• _Your assignment_
Set down the entries exactly as they appear, apart from the images, which stay out.

• _The records_
*** Block opens ***

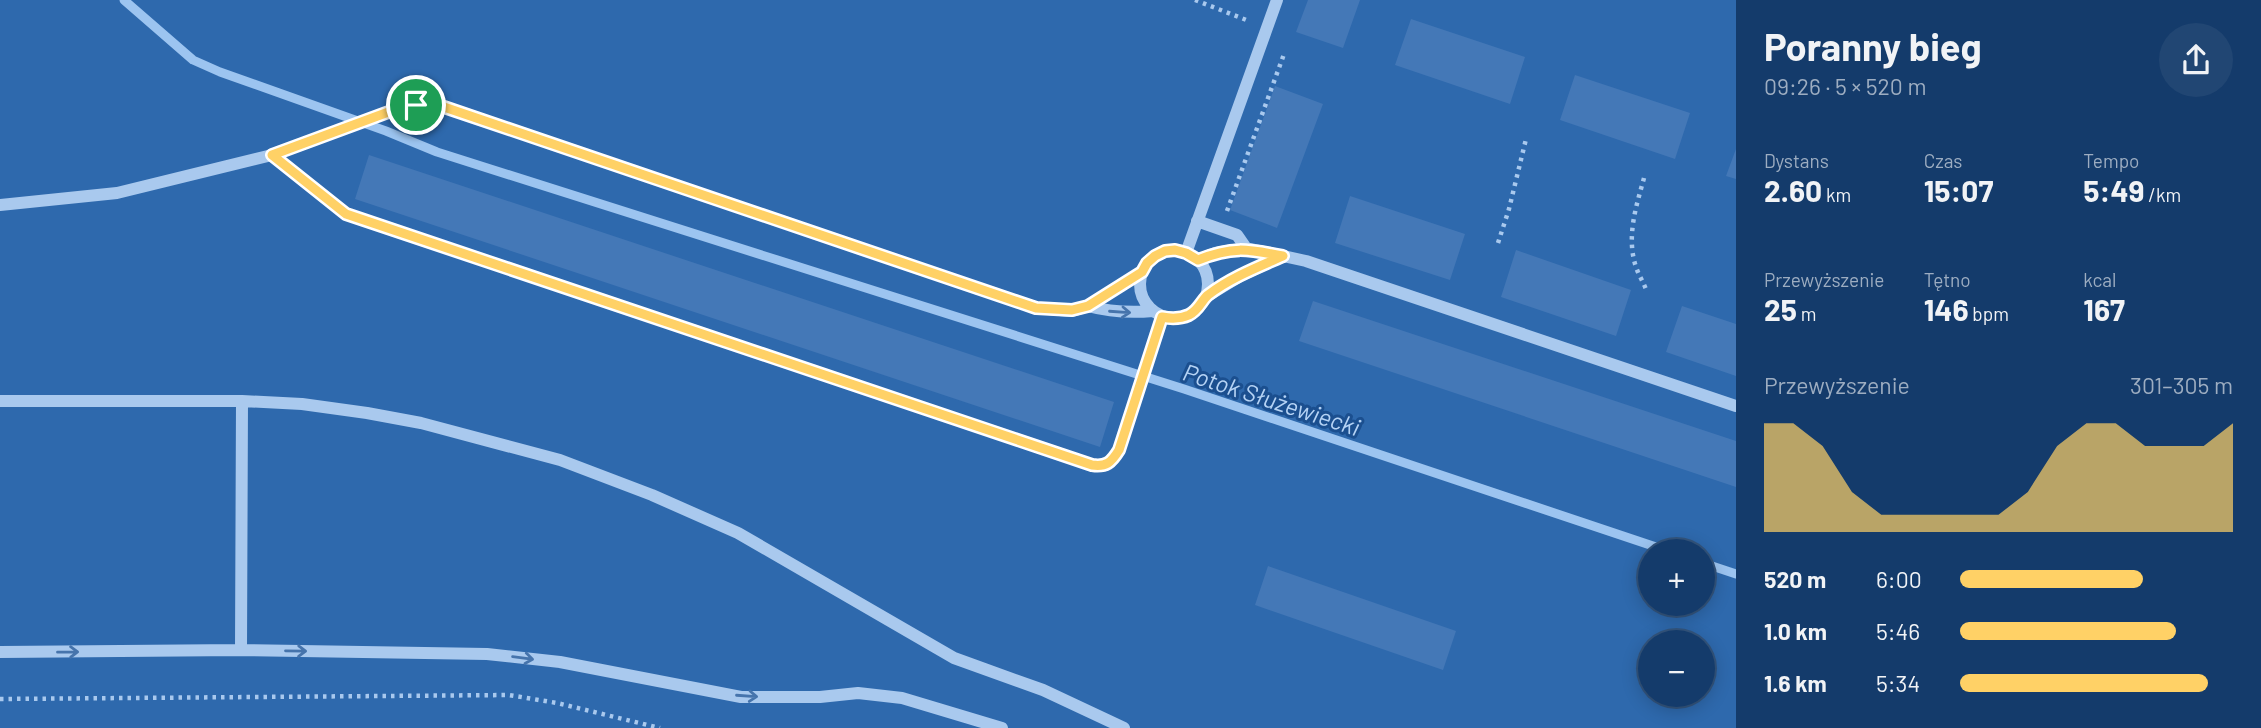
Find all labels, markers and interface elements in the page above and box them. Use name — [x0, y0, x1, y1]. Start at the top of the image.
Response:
text: Poranny bieg — [1764, 23, 1982, 69]
button: share — [2159, 23, 2233, 97]
text: 09:26 · 5 × 520 m — [1764, 72, 1926, 100]
pin — [386, 75, 446, 135]
icon: arrive — [397, 86, 435, 124]
text: Dystans — [1764, 149, 1829, 172]
text: Czas — [1924, 149, 1963, 172]
text: Tempo — [2083, 149, 2139, 172]
text: 2.60 — [1764, 172, 1822, 208]
text: 15:07 — [1924, 172, 1993, 208]
text: 5:49 — [2083, 172, 2145, 208]
text: km — [1822, 183, 1851, 206]
text: /km — [2145, 183, 2181, 206]
text: Przewyższenie — [1764, 268, 1884, 291]
text: Tętno — [1924, 268, 1971, 291]
text: kcal — [2083, 268, 2116, 291]
text: 25 — [1764, 291, 1797, 327]
text: 146 — [1924, 291, 1969, 327]
text: 167 — [2083, 291, 2125, 327]
text: m — [1797, 302, 1817, 325]
text: bpm — [1969, 302, 2009, 325]
one-way arrow — [1108, 306, 1131, 319]
water label: Potok Służewiecki — [1180, 357, 1364, 441]
text: Przewyższenie — [1764, 371, 1910, 399]
text: 301–305 m — [2130, 371, 2233, 399]
map controls — [1638, 539, 1715, 707]
button: + — [1638, 539, 1715, 616]
text: 520 m — [1764, 565, 1826, 593]
text: 6:00 — [1876, 565, 1922, 593]
text: 1.0 km — [1764, 617, 1827, 645]
text: 5:46 — [1876, 617, 1920, 645]
button: − — [1638, 630, 1715, 707]
one-way arrow — [284, 644, 307, 658]
one-way arrow — [56, 645, 79, 658]
one-way arrow — [511, 651, 534, 664]
text: 1.6 km — [1764, 669, 1827, 697]
text: 5:34 — [1876, 669, 1920, 697]
one-way arrow — [735, 690, 758, 703]

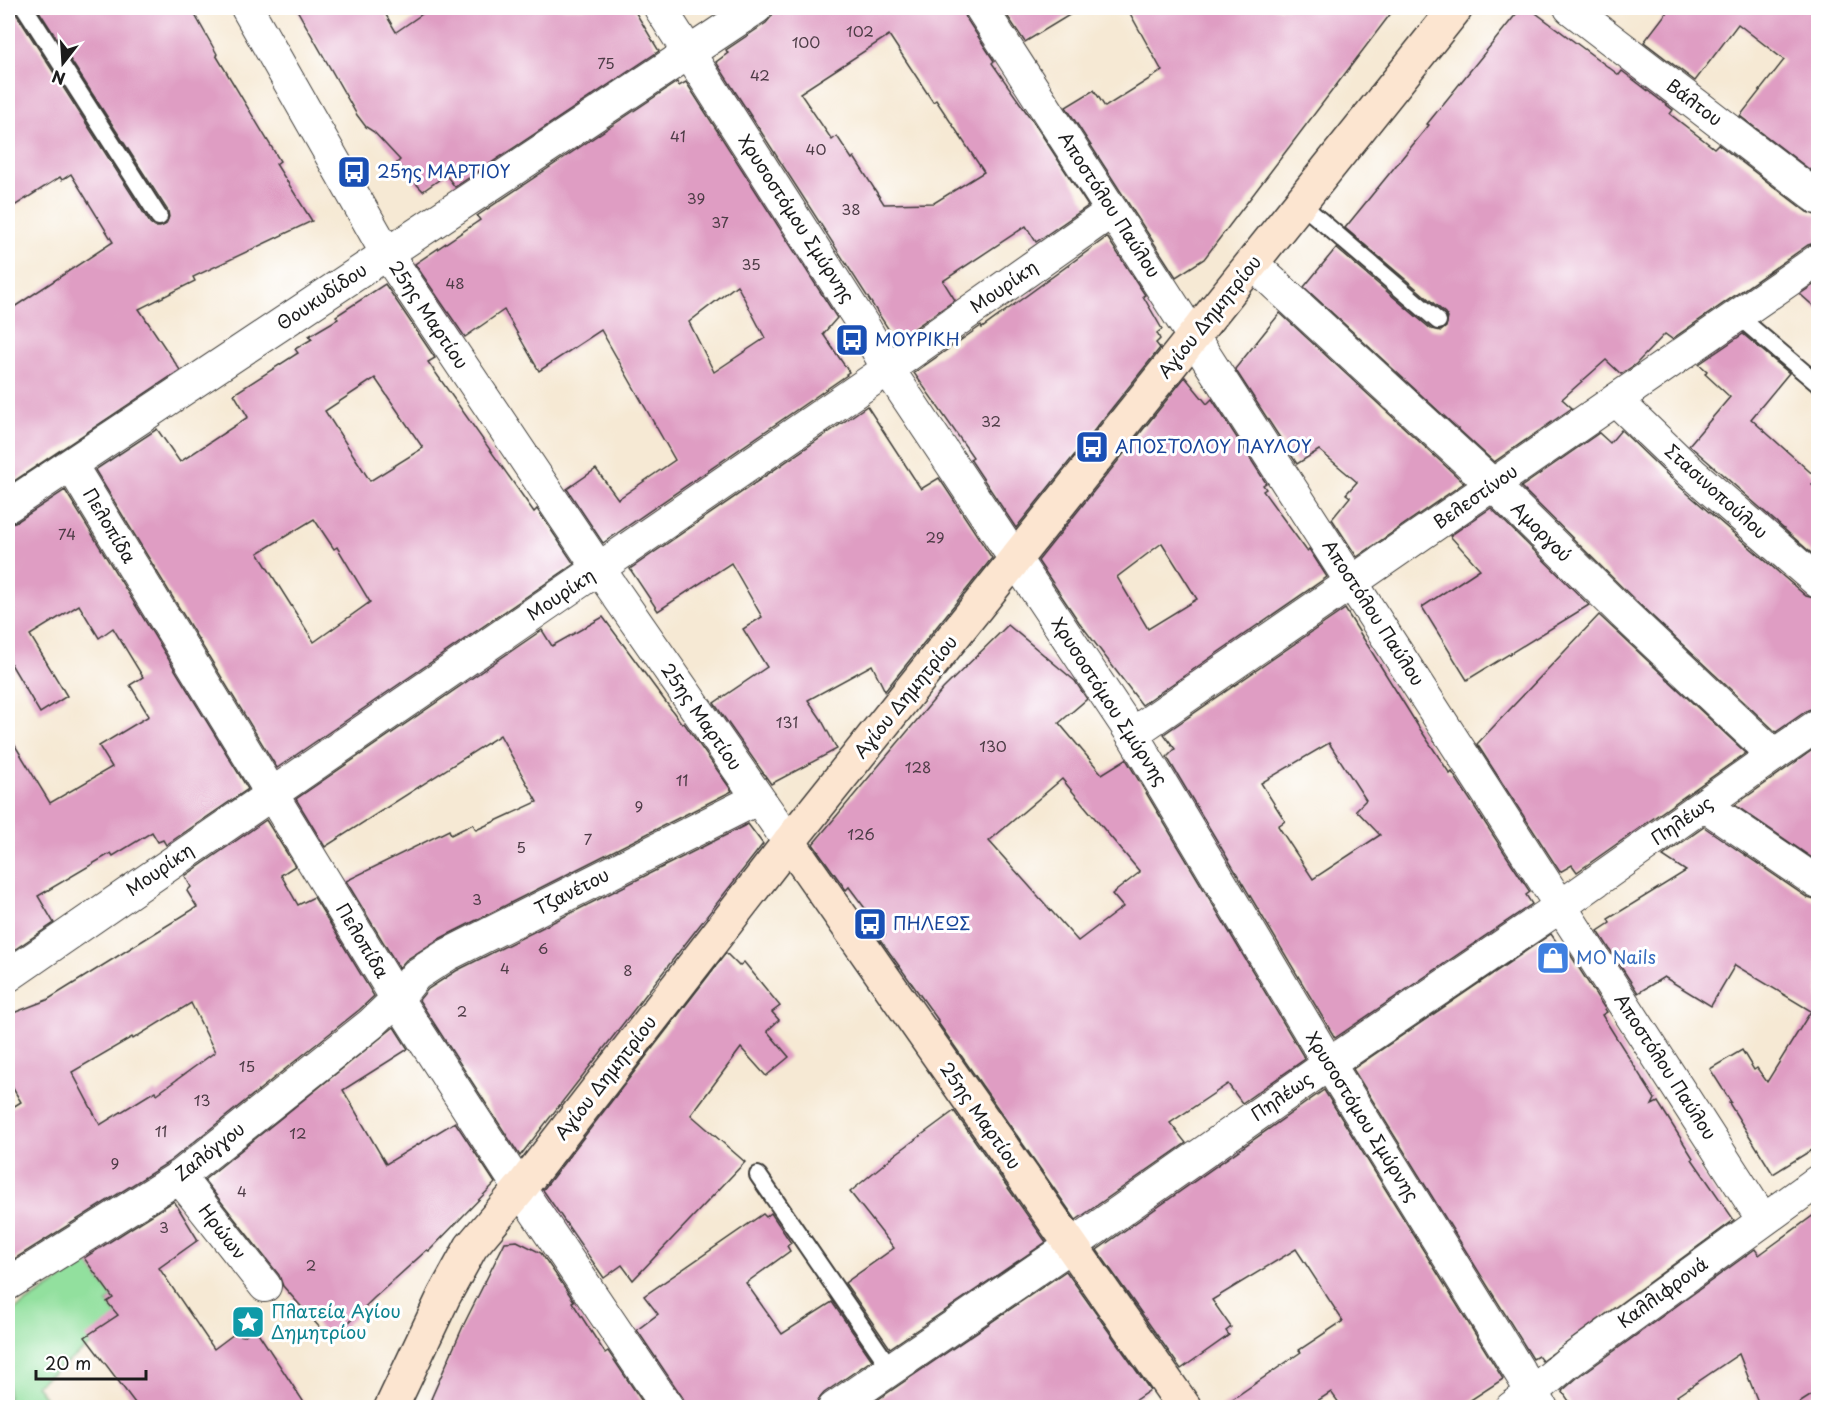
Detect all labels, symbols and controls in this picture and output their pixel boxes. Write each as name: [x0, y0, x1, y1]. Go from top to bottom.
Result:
house number: 102: [846, 19, 874, 42]
house number: 100: [792, 30, 820, 53]
north arrow: [33, 33, 93, 93]
house number: 75: [597, 51, 615, 74]
house number: 42: [750, 63, 770, 86]
text: N: [49, 65, 68, 92]
street label: Βάλτου: [1661, 72, 1728, 132]
house number: 41: [670, 124, 686, 147]
street label: Αποστόλου Παύλου: [1053, 126, 1168, 283]
street label: Χρυσοστόμου Σμύρνης: [733, 129, 862, 308]
house number: 40: [806, 137, 826, 160]
bus stop icon: 25ης ΜΑΡΤΙΟΥ: [336, 154, 372, 190]
place label: 25ης ΜΑΡΤΙΟΥ: [377, 157, 510, 184]
house number: 39: [687, 186, 705, 209]
house number: 38: [841, 197, 861, 220]
house number: 37: [711, 210, 729, 233]
street label: Αγίου Δημητρίου: [1151, 249, 1267, 383]
house number: 35: [741, 252, 761, 275]
street label: Μουρίκη: [964, 253, 1043, 319]
street label: 25ης Μαρτίου: [383, 255, 476, 374]
street label: Θουκυδίδου: [271, 256, 372, 336]
house number: 48: [445, 271, 465, 294]
bus stop icon: ΜΟΥΡΙΚΗ: [834, 322, 870, 358]
place label: ΜΟΥΡΙΚΗ: [875, 325, 960, 352]
house number: 32: [981, 409, 1001, 432]
bus stop icon: ΑΠΟΣΤΟΛΟΥ ΠΑΥΛΟΥ: [1074, 429, 1110, 465]
place label: ΑΠΟΣΤΟΛΟΥ ΠΑΥΛΟΥ: [1115, 432, 1312, 459]
street label: Στασινοπούλου: [1659, 437, 1775, 545]
street label: Βελεστίνου: [1428, 457, 1523, 535]
street label: Πελοπίδα: [77, 482, 143, 568]
street label: Αμοργού: [1506, 495, 1578, 567]
house number: 74: [58, 522, 76, 545]
house number: 29: [925, 525, 945, 548]
street label: Αποστόλου Παύλου: [1317, 534, 1432, 691]
street label: Μουρίκη: [521, 561, 600, 627]
street label: Χρυσοστόμου Σμύρνης: [1046, 612, 1175, 791]
street label: Αγίου Δημητρίου: [847, 629, 963, 763]
street label: 25ης Μαρτίου: [655, 657, 749, 775]
house number: 131: [776, 710, 798, 733]
house number: 130: [979, 734, 1007, 757]
house number: 128: [905, 755, 931, 778]
house number: 11: [676, 768, 688, 791]
street label: Πηλέως: [1645, 789, 1718, 851]
house number: 9: [635, 794, 643, 817]
house number: 126: [847, 822, 875, 845]
house number: 7: [584, 827, 593, 850]
house number: 5: [516, 835, 526, 858]
street label: Μουρίκη: [120, 836, 199, 902]
street label: Τζανέτου: [529, 860, 613, 921]
house number: 3: [472, 887, 482, 910]
street label: Πελοπίδα: [330, 897, 396, 983]
bus stop icon: ΠΗΛΕΩΣ: [852, 906, 888, 942]
place label: ΠΗΛΕΩΣ: [893, 909, 971, 936]
house number: 6: [538, 936, 548, 959]
shop icon: MO Nails: [1535, 940, 1571, 976]
place label: MO Nails: [1576, 943, 1656, 970]
house number: 4: [500, 956, 510, 979]
house number: 8: [623, 958, 633, 981]
street label: Αποστόλου Παύλου: [1609, 988, 1724, 1145]
house number: 2: [457, 999, 467, 1022]
street label: Αγίου Δημητρίου: [548, 1009, 662, 1145]
street label: Χρυσοστόμου Σμύρνης: [1300, 1026, 1427, 1206]
house number: 15: [239, 1054, 255, 1077]
street label: 25ης Μαρτίου: [934, 1056, 1028, 1174]
street label: Πηλέως: [1245, 1065, 1318, 1127]
house number: 13: [194, 1088, 210, 1111]
street label: Ζαλόγγου: [168, 1115, 250, 1187]
house number: 11: [155, 1119, 167, 1142]
house number: 12: [289, 1121, 307, 1144]
house number: 9: [111, 1151, 119, 1174]
house number: 4: [237, 1179, 247, 1202]
street label: Ηρώων: [193, 1198, 254, 1265]
house number: 3: [159, 1215, 169, 1238]
street label: Καλλιφρονά: [1611, 1250, 1713, 1334]
house number: 2: [306, 1253, 316, 1276]
place label: Πλατεία Αγίου Δημητρίου: [271, 1297, 401, 1345]
place icon: Πλατεία Αγίου Δημητρίου: [230, 1304, 266, 1340]
scale bar: [36, 1343, 146, 1381]
text: 20 m: [45, 1349, 91, 1376]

*** Block closes ***

• _Task response_
Find all labels, markers and interface elements in the page above and box them. Use name — [x0, y0, x1, y1]. Start at the top of the image.
Response:
text: Poranny bieg — [1764, 23, 1982, 69]
button: share — [2159, 23, 2233, 97]
text: 09:26 · 5 × 520 m — [1764, 72, 1926, 100]
pin — [386, 75, 446, 135]
icon: arrive — [397, 86, 435, 124]
text: Dystans — [1764, 149, 1829, 172]
text: Czas — [1924, 149, 1963, 172]
text: Tempo — [2083, 149, 2139, 172]
text: 2.60 — [1764, 172, 1822, 208]
text: 15:07 — [1924, 172, 1993, 208]
text: 5:49 — [2083, 172, 2145, 208]
text: km — [1822, 183, 1851, 206]
text: /km — [2145, 183, 2181, 206]
text: Przewyższenie — [1764, 268, 1884, 291]
text: Tętno — [1924, 268, 1971, 291]
text: kcal — [2083, 268, 2116, 291]
text: 25 — [1764, 291, 1797, 327]
text: 146 — [1924, 291, 1969, 327]
text: 167 — [2083, 291, 2125, 327]
text: m — [1797, 302, 1817, 325]
text: bpm — [1969, 302, 2009, 325]
one-way arrow — [1108, 306, 1131, 319]
water label: Potok Służewiecki — [1180, 357, 1364, 441]
text: Przewyższenie — [1764, 371, 1910, 399]
text: 301–305 m — [2130, 371, 2233, 399]
map controls — [1638, 539, 1715, 707]
button: + — [1638, 539, 1715, 616]
text: 520 m — [1764, 565, 1826, 593]
text: 6:00 — [1876, 565, 1922, 593]
text: 1.0 km — [1764, 617, 1827, 645]
text: 5:46 — [1876, 617, 1920, 645]
button: − — [1638, 630, 1715, 707]
one-way arrow — [284, 644, 307, 658]
one-way arrow — [56, 645, 79, 658]
one-way arrow — [511, 651, 534, 664]
text: 1.6 km — [1764, 669, 1827, 697]
text: 5:34 — [1876, 669, 1920, 697]
one-way arrow — [735, 690, 758, 703]

Detect all labels, symbols and controls in this picture and output their pixel boxes. Write each as name: [x0, y0, x1, y1]. Go from top to bottom.
Result:
house number: 102: [846, 19, 874, 42]
house number: 100: [792, 30, 820, 53]
north arrow: [33, 33, 93, 93]
house number: 75: [597, 51, 615, 74]
house number: 42: [750, 63, 770, 86]
text: N: [49, 65, 68, 92]
street label: Βάλτου: [1661, 72, 1728, 132]
house number: 41: [670, 124, 686, 147]
street label: Αποστόλου Παύλου: [1053, 126, 1168, 283]
street label: Χρυσοστόμου Σμύρνης: [733, 129, 862, 308]
house number: 40: [806, 137, 826, 160]
bus stop icon: 25ης ΜΑΡΤΙΟΥ: [336, 154, 372, 190]
place label: 25ης ΜΑΡΤΙΟΥ: [377, 157, 510, 184]
house number: 39: [687, 186, 705, 209]
house number: 38: [841, 197, 861, 220]
house number: 37: [711, 210, 729, 233]
street label: Αγίου Δημητρίου: [1151, 249, 1267, 383]
house number: 35: [741, 252, 761, 275]
street label: Μουρίκη: [964, 253, 1043, 319]
street label: 25ης Μαρτίου: [383, 255, 476, 374]
street label: Θουκυδίδου: [271, 256, 372, 336]
house number: 48: [445, 271, 465, 294]
bus stop icon: ΜΟΥΡΙΚΗ: [834, 322, 870, 358]
place label: ΜΟΥΡΙΚΗ: [875, 325, 960, 352]
house number: 32: [981, 409, 1001, 432]
bus stop icon: ΑΠΟΣΤΟΛΟΥ ΠΑΥΛΟΥ: [1074, 429, 1110, 465]
place label: ΑΠΟΣΤΟΛΟΥ ΠΑΥΛΟΥ: [1115, 432, 1312, 459]
street label: Στασινοπούλου: [1659, 437, 1775, 545]
street label: Βελεστίνου: [1428, 457, 1523, 535]
street label: Πελοπίδα: [77, 482, 143, 568]
street label: Αμοργού: [1506, 495, 1578, 567]
house number: 74: [58, 522, 76, 545]
house number: 29: [925, 525, 945, 548]
street label: Αποστόλου Παύλου: [1317, 534, 1432, 691]
street label: Μουρίκη: [521, 561, 600, 627]
street label: Χρυσοστόμου Σμύρνης: [1046, 612, 1175, 791]
street label: Αγίου Δημητρίου: [847, 629, 963, 763]
street label: 25ης Μαρτίου: [655, 657, 749, 775]
house number: 131: [776, 710, 798, 733]
house number: 130: [979, 734, 1007, 757]
house number: 128: [905, 755, 931, 778]
house number: 11: [676, 768, 688, 791]
street label: Πηλέως: [1645, 789, 1718, 851]
house number: 9: [635, 794, 643, 817]
house number: 126: [847, 822, 875, 845]
house number: 7: [584, 827, 593, 850]
house number: 5: [516, 835, 526, 858]
street label: Μουρίκη: [120, 836, 199, 902]
street label: Τζανέτου: [529, 860, 613, 921]
house number: 3: [472, 887, 482, 910]
street label: Πελοπίδα: [330, 897, 396, 983]
bus stop icon: ΠΗΛΕΩΣ: [852, 906, 888, 942]
place label: ΠΗΛΕΩΣ: [893, 909, 971, 936]
house number: 6: [538, 936, 548, 959]
shop icon: MO Nails: [1535, 940, 1571, 976]
place label: MO Nails: [1576, 943, 1656, 970]
house number: 4: [500, 956, 510, 979]
house number: 8: [623, 958, 633, 981]
street label: Αποστόλου Παύλου: [1609, 988, 1724, 1145]
house number: 2: [457, 999, 467, 1022]
street label: Αγίου Δημητρίου: [548, 1009, 662, 1145]
street label: Χρυσοστόμου Σμύρνης: [1300, 1026, 1427, 1206]
house number: 15: [239, 1054, 255, 1077]
street label: 25ης Μαρτίου: [934, 1056, 1028, 1174]
street label: Πηλέως: [1245, 1065, 1318, 1127]
house number: 13: [194, 1088, 210, 1111]
street label: Ζαλόγγου: [168, 1115, 250, 1187]
house number: 11: [155, 1119, 167, 1142]
house number: 12: [289, 1121, 307, 1144]
house number: 9: [111, 1151, 119, 1174]
house number: 4: [237, 1179, 247, 1202]
street label: Ηρώων: [193, 1198, 254, 1265]
house number: 3: [159, 1215, 169, 1238]
street label: Καλλιφρονά: [1611, 1250, 1713, 1334]
house number: 2: [306, 1253, 316, 1276]
place label: Πλατεία Αγίου Δημητρίου: [271, 1297, 401, 1345]
place icon: Πλατεία Αγίου Δημητρίου: [230, 1304, 266, 1340]
scale bar: [36, 1343, 146, 1381]
text: 20 m: [45, 1349, 91, 1376]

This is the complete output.